To that end, Cloudian is working on a new project that will incorporate analytics capabilities. It has a working name of the Hyperstore Analytics Platform, the project would incorporate frameworks like Spark or TensorFlow to assist with the intelligent streaming and processing of data. A beta was expected by the end of the year (at least that was the timeline that Ogasawara shared in early March before the COVID-19 lockdown.)
Cloudian is not the only object storage vendor looking at how to evolve its product to adapt to emerging data challenges. In fact, its not just object storage vendors who are trying to tackle the probolem.

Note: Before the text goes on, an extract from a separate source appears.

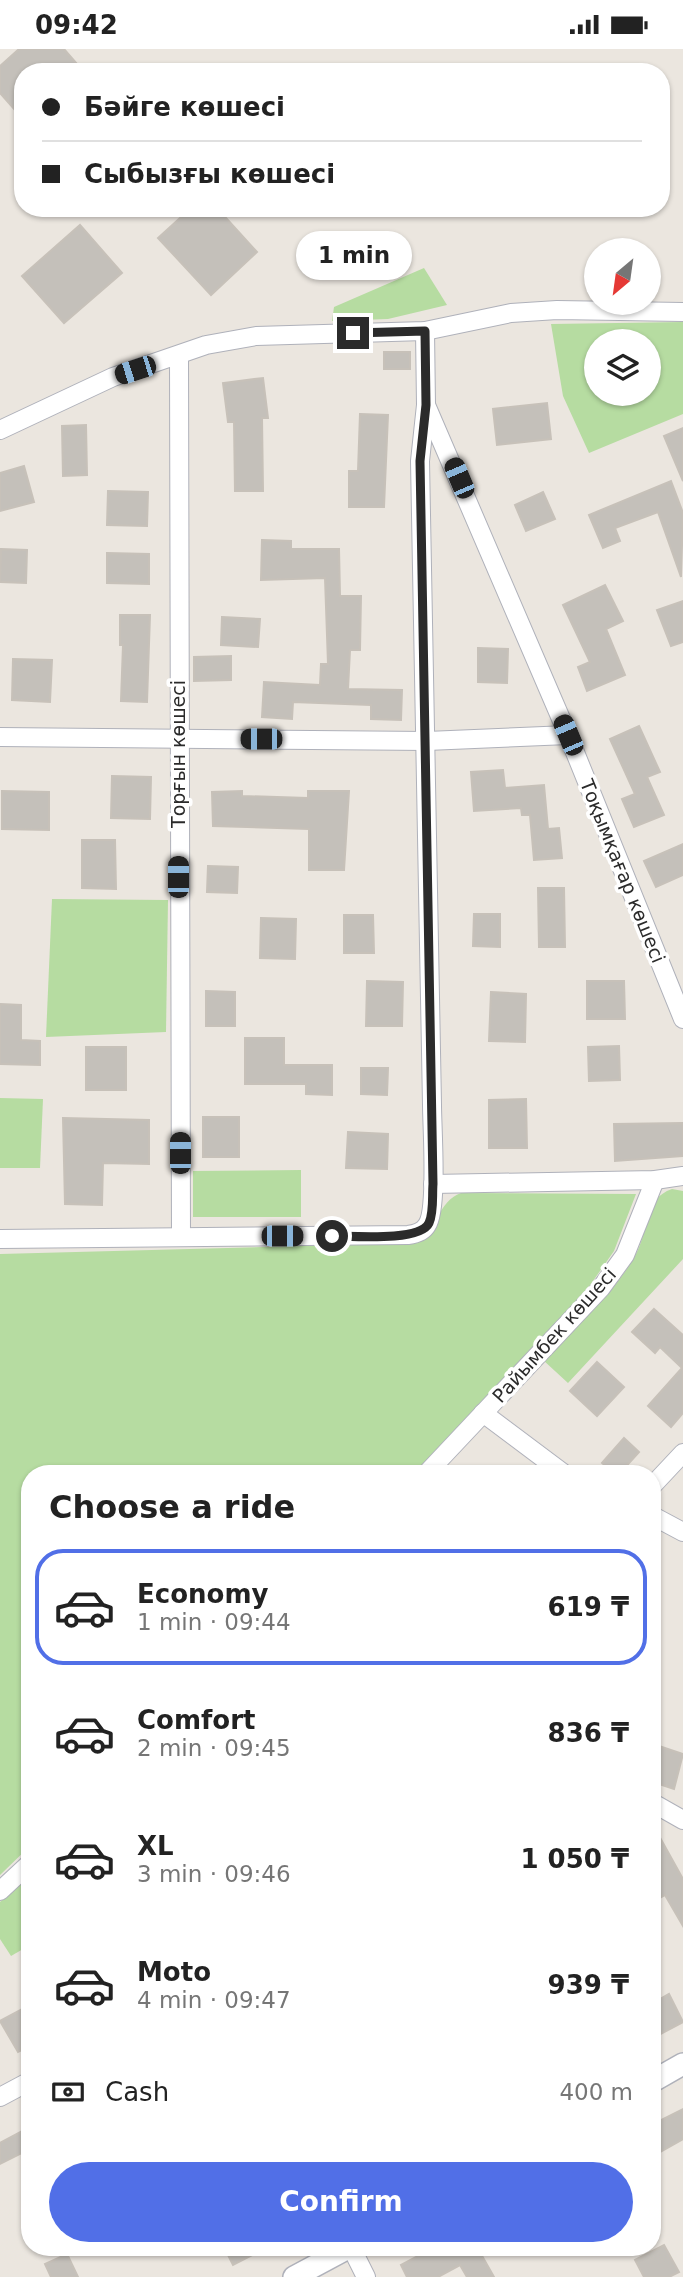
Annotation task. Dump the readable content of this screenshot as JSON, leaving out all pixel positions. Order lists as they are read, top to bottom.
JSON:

The folks at Confluent have adapted their Kafka-based stream processing technologies (which excel at processing event data) to work more like a database, which is good at managing stateful data. MinIO has SQL extensions that allow its object store to function like a database. NewSQL database vendor MemSQL has long had hooks for Kafka that allow it to process large amounts of real-time data. The in-memory data grid (IMDG) vendors are doing similar things for processing new event data within the context of historic, stateful data. And let’s not even get into how the event meshes are solving this problem.
According to Ogasawara, adapting Cloudian’s HyperStore offering is a logical way to tackle today’s emerging data challenges. “You’ve done very well at building this storage infrastructure,” he says. “Now, how do you make the data usable and consumable? It’s really about providing better access APIs to get to that data, and almost making the object storage more intelligent.”
Object stores are moving beyond their initial use case, which was reading, writing, and deleting data at massive scale. Now customers are pushing object storage vendors to support more advanced workflows, including complex machine learning workflows. That will most likely require an extension to the S3 API (something that Cloudian has brought up with AWS, but without much success).
“How do you look into those objects? Those types of APIs need more and more [capabilities],” Ogasawara says. “And even letting AI or machine learning-type workflows, doing things like a sequence of operations — those types of language constructs, everyone is starting to look at and trying to figure out how do we make it easier for users and customers to make that data analysis possible.”